EXTRACTED ENTRIES START

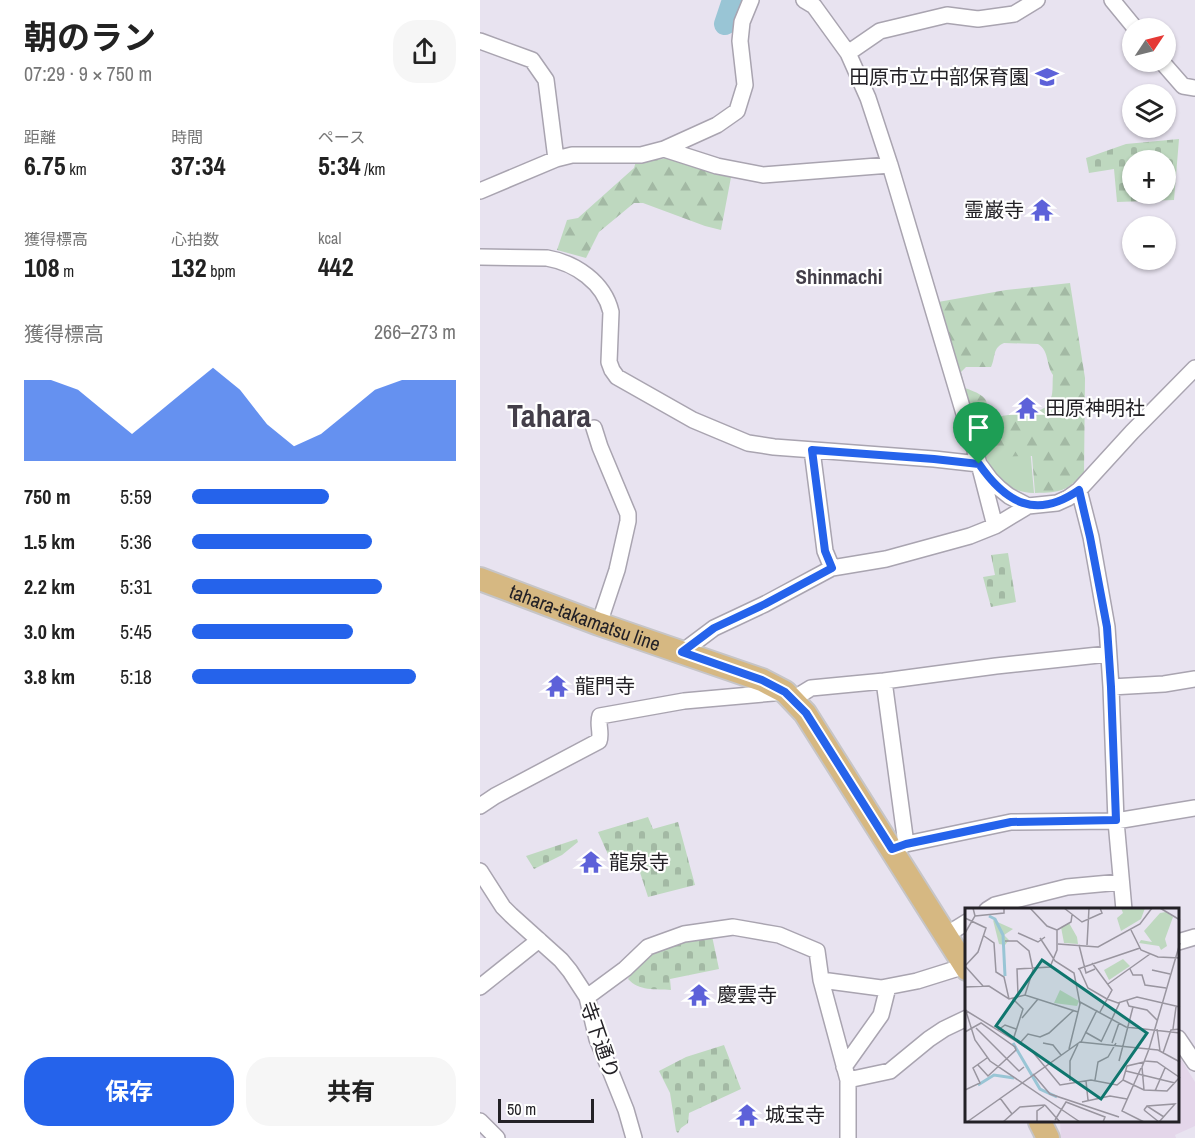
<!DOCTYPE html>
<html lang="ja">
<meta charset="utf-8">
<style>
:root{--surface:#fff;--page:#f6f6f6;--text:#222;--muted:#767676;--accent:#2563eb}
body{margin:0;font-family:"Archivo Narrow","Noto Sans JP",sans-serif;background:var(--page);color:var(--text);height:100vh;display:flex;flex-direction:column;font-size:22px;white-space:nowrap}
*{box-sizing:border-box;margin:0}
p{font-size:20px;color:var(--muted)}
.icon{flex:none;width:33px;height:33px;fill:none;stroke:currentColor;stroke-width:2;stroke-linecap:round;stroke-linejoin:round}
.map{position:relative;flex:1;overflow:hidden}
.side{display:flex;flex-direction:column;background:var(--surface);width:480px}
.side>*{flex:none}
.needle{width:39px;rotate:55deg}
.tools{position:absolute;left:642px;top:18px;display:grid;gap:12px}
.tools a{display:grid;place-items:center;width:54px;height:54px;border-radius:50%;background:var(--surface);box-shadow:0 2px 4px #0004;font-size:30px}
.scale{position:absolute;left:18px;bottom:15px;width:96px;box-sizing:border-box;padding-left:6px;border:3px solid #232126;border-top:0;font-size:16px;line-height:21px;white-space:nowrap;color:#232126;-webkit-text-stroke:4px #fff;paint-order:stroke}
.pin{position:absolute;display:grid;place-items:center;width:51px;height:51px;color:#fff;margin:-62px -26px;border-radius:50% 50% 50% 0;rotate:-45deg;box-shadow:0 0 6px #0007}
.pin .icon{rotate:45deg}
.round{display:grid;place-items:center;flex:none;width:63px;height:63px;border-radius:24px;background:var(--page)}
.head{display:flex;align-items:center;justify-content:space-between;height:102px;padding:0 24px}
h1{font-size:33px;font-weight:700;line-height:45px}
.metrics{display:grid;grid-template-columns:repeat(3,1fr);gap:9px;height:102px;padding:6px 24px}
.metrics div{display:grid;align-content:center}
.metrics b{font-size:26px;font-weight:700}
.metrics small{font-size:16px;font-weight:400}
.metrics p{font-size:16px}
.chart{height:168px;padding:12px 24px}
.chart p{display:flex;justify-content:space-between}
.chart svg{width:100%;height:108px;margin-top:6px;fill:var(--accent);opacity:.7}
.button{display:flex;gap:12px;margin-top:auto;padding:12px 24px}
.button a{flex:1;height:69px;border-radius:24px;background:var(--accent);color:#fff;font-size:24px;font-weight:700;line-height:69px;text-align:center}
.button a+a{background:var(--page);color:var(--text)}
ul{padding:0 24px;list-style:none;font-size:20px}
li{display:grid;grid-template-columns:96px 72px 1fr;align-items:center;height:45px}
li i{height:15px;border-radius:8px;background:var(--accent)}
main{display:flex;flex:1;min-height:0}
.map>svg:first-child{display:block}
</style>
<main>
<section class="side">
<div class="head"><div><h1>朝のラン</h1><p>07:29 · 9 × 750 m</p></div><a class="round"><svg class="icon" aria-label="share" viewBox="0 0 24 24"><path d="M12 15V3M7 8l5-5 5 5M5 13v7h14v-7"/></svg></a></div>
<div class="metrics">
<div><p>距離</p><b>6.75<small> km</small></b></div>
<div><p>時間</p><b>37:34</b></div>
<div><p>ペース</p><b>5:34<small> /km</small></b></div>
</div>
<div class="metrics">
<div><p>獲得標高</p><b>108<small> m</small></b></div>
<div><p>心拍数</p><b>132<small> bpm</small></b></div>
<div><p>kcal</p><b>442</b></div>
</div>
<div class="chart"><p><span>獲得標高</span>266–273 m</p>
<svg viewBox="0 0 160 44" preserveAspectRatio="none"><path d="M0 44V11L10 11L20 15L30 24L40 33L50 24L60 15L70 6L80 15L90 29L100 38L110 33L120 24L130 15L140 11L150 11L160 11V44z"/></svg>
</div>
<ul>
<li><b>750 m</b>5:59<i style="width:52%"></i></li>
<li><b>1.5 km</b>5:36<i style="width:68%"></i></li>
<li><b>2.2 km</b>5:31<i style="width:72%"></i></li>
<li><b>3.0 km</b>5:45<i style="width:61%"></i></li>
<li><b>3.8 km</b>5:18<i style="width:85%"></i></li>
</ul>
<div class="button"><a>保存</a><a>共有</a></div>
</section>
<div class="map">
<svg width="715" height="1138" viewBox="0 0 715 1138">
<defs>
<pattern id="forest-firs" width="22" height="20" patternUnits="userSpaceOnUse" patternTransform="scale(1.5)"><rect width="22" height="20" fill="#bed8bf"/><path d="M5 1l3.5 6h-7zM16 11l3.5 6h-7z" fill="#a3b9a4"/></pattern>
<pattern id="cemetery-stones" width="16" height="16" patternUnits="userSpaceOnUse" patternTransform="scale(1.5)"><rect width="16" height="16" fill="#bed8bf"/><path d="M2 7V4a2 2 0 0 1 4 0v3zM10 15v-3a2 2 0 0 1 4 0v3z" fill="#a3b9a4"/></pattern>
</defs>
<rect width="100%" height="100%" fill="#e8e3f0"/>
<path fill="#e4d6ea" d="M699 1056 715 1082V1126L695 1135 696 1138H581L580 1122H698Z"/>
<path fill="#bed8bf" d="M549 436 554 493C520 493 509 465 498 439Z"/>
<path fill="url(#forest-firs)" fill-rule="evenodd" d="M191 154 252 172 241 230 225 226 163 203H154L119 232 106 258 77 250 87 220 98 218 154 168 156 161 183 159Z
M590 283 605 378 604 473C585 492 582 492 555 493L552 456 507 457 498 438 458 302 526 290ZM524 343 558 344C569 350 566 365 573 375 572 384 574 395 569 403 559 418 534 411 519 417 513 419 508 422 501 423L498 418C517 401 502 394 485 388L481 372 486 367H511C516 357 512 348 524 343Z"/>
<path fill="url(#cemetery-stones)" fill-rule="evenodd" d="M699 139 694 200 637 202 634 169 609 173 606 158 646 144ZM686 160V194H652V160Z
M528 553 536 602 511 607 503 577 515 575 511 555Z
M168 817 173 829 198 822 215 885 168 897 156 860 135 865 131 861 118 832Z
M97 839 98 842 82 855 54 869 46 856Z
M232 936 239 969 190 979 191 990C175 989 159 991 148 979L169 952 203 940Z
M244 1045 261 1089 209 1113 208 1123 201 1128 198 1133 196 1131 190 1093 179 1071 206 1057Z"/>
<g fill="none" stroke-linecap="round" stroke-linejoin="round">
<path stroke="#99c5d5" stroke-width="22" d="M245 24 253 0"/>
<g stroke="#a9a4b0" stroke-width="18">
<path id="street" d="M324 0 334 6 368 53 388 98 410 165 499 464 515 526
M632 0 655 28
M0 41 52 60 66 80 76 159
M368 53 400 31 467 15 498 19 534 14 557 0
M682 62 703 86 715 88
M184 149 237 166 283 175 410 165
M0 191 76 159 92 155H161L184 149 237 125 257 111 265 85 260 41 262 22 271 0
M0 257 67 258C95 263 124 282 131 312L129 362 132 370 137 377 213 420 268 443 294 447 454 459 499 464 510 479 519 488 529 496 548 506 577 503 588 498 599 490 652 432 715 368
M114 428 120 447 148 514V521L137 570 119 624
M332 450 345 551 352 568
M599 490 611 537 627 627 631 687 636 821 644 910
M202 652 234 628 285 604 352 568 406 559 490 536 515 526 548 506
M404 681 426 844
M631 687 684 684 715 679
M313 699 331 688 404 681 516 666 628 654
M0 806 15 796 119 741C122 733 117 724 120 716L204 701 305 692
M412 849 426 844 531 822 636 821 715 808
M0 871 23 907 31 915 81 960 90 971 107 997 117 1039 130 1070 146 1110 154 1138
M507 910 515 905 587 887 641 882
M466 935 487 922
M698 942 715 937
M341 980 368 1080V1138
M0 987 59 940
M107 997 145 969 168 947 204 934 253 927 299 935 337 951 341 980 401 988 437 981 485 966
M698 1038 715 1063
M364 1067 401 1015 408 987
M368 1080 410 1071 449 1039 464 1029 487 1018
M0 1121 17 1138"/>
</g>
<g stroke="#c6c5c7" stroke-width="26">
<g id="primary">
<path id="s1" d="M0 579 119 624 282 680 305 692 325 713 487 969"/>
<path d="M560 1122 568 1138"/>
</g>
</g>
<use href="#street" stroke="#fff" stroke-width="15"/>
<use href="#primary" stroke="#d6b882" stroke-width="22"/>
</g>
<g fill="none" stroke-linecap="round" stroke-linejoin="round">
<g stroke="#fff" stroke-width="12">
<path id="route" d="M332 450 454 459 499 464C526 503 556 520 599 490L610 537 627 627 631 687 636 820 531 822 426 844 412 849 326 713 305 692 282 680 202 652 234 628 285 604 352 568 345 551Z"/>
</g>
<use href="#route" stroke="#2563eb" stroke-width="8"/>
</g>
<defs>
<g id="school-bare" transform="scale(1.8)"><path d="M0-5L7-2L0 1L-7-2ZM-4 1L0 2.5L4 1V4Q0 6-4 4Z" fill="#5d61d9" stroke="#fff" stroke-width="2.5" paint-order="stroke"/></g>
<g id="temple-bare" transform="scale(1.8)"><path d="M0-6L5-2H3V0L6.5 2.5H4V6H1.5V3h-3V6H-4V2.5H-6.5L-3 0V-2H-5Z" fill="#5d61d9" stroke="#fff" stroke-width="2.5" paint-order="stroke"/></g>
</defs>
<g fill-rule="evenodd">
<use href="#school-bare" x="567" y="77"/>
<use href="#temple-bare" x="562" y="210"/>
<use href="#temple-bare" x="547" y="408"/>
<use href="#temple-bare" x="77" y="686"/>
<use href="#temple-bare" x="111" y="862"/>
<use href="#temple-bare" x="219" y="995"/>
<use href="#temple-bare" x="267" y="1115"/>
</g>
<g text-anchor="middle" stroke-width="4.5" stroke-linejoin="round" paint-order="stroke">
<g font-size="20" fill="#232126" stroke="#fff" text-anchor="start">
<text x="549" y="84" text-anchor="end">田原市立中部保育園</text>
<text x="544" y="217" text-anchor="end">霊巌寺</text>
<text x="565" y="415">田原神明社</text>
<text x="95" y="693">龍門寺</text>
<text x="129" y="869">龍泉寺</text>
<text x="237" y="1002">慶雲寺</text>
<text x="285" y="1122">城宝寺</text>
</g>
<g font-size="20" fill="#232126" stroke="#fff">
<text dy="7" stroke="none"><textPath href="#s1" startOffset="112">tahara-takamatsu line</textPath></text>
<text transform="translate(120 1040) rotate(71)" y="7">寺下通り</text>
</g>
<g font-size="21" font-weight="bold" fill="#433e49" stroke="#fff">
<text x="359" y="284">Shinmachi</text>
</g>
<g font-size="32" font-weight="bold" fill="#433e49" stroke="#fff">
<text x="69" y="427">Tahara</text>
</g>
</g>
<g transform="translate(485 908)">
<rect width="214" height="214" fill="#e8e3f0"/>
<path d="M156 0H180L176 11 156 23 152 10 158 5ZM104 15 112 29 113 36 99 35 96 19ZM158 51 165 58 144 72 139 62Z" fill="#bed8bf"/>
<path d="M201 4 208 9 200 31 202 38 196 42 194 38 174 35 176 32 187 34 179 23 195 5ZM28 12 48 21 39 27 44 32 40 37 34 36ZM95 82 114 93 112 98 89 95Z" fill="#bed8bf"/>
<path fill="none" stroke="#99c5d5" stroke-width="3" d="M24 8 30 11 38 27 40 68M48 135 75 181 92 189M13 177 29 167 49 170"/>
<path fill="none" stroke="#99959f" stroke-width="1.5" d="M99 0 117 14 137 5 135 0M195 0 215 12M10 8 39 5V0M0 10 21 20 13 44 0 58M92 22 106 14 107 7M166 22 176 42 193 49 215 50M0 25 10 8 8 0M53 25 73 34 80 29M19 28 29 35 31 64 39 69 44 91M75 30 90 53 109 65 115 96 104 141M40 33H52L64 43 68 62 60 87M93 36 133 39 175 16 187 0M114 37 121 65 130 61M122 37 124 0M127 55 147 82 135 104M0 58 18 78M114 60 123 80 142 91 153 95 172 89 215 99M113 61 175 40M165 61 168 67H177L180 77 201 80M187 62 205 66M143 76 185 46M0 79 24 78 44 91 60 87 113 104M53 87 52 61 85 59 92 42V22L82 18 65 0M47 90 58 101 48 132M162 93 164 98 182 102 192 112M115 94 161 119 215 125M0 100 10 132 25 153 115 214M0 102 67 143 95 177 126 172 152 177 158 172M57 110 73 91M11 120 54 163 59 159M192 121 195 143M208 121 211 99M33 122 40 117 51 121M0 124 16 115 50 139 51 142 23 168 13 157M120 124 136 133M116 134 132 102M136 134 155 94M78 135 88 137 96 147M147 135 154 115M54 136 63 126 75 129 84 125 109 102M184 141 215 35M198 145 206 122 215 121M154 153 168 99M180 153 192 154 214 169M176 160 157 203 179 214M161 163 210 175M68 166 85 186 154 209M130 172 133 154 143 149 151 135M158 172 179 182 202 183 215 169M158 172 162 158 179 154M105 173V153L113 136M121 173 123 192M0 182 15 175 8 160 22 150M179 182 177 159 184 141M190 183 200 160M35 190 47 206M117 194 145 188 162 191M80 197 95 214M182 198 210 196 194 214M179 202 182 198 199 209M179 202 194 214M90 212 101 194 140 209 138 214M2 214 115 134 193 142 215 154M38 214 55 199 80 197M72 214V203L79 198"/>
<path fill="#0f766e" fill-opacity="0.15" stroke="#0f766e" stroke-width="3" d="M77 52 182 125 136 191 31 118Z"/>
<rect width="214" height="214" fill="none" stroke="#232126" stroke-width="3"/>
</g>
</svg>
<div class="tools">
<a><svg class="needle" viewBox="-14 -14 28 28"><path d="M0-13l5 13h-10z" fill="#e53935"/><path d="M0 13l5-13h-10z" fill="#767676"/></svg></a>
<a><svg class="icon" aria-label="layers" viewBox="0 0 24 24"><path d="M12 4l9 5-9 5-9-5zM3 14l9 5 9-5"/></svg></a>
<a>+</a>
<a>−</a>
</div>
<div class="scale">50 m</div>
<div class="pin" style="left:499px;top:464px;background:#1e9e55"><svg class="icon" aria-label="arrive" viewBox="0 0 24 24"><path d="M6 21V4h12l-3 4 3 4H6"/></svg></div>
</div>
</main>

EXTRACTED ENTRIES END
EXTRACTED ENTRIES START

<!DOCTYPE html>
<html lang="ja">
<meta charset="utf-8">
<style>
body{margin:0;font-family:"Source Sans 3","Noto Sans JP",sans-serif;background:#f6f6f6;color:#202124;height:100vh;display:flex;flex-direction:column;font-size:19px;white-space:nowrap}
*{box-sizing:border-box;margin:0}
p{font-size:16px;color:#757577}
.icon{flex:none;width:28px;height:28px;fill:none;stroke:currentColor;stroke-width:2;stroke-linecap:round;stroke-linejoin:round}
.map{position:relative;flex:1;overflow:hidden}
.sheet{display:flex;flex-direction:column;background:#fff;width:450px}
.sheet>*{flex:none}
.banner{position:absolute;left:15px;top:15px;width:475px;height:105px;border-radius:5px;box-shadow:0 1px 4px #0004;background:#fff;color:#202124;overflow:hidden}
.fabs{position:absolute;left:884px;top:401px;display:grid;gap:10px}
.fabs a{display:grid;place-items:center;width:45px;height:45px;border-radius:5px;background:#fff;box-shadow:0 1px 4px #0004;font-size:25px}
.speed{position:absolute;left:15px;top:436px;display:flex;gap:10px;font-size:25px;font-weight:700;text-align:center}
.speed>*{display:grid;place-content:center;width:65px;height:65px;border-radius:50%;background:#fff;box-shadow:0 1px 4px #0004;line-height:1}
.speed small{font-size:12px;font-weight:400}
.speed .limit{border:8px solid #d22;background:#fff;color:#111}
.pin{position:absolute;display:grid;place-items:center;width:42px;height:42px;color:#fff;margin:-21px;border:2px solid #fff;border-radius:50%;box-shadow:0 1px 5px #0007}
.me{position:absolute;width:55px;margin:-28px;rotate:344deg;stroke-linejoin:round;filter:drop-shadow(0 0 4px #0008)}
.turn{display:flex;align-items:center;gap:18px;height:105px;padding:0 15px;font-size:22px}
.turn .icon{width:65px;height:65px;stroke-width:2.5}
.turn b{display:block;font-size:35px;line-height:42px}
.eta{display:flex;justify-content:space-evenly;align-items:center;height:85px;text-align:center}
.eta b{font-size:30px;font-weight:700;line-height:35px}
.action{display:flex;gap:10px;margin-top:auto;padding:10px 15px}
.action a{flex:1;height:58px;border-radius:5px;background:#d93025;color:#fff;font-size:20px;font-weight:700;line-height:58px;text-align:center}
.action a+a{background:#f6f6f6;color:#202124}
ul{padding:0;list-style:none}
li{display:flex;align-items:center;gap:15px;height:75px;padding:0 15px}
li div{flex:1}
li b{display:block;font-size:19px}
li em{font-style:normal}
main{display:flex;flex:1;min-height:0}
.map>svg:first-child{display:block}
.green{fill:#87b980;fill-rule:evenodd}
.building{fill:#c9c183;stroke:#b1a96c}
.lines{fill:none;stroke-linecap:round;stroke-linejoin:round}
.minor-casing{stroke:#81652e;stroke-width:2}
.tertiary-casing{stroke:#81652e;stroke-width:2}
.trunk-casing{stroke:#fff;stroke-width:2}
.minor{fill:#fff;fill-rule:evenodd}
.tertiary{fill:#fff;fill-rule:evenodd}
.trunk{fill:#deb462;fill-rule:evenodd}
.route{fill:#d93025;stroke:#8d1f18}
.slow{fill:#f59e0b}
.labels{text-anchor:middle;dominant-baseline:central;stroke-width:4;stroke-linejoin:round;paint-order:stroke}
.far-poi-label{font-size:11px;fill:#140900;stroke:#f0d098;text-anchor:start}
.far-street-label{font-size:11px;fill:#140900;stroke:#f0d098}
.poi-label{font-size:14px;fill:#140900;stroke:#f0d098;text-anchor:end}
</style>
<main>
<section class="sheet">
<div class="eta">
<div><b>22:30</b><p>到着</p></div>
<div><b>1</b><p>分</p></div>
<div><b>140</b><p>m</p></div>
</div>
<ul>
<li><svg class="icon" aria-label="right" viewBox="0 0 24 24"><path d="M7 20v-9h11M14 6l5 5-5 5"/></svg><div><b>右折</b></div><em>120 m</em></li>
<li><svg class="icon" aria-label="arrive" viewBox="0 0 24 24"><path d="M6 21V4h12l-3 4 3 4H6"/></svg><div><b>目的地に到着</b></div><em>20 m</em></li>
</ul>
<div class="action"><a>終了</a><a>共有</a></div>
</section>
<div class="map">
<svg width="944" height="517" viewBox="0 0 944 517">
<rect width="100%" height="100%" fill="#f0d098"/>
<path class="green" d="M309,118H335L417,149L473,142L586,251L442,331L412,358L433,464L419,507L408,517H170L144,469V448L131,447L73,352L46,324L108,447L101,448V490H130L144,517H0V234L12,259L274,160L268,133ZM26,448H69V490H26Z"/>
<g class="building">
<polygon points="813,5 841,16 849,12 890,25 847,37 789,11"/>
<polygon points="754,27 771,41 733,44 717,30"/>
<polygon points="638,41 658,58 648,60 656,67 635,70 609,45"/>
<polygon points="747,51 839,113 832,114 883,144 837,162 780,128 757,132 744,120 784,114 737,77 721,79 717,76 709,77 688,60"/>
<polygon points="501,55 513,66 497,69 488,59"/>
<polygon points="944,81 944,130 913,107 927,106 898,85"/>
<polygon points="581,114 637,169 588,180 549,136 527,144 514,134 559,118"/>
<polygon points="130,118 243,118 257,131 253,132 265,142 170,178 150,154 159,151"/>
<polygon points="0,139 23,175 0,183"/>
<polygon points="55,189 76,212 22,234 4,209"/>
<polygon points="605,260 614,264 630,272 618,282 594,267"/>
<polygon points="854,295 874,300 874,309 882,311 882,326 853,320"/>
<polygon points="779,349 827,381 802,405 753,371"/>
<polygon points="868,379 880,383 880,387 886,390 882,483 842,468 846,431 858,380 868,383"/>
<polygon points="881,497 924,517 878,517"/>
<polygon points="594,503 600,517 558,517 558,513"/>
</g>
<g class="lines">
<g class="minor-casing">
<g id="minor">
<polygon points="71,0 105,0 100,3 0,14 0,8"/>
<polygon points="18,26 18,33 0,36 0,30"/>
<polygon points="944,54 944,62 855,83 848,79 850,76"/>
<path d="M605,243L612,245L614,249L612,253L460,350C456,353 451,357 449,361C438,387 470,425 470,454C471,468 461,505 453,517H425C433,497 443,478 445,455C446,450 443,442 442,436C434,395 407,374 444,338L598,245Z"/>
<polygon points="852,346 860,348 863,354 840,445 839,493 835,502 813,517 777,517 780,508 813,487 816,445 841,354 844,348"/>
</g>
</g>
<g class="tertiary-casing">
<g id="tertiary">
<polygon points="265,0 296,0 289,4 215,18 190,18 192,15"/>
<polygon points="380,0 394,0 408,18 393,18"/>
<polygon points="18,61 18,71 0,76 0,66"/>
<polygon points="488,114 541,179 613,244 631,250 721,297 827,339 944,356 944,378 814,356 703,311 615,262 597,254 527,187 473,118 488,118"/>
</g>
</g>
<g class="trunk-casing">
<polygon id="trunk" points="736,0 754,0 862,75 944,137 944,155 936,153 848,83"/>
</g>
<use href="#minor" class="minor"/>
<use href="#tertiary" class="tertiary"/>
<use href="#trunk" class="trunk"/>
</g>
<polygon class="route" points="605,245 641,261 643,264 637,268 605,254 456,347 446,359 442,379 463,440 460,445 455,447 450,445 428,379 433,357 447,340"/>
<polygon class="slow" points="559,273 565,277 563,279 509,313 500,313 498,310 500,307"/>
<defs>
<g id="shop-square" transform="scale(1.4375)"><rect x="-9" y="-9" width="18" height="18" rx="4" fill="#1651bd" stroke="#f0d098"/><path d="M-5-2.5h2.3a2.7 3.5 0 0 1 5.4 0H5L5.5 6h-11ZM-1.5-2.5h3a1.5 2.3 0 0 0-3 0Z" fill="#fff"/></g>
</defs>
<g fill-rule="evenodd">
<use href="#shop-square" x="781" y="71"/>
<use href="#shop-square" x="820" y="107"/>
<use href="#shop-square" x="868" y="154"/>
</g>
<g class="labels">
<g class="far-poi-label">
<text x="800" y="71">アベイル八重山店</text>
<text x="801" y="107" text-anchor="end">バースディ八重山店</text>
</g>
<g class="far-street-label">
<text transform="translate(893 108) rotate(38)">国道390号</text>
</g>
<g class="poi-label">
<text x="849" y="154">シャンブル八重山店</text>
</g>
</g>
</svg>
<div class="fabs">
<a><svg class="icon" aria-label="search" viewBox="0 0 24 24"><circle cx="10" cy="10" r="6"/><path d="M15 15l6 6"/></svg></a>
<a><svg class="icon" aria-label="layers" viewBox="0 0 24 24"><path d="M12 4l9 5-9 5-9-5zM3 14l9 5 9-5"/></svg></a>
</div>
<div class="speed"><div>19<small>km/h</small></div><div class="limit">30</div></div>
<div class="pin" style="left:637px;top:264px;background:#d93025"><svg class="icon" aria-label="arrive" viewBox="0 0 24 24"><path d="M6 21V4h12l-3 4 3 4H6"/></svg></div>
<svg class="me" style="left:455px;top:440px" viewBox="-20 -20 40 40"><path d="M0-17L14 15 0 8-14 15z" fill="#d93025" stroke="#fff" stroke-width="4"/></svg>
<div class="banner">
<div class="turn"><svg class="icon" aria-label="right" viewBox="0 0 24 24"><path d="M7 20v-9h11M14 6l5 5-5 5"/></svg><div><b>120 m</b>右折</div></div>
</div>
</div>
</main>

EXTRACTED ENTRIES END

▶ _TASK DIRECTIONS_: Pull out each line of the records holding the string "tools".

▶ _SOLUTION TO THIS PROBLEM_:
.tools{position:absolute;left:642px;top:18px;display:grid;gap:12px}
.tools a{display:grid;place-items:center;width:54px;height:54px;border-radius:50%;background:var(--surface);box-shadow:0 2px 4px #0004;font-size:30px}
<div class="tools">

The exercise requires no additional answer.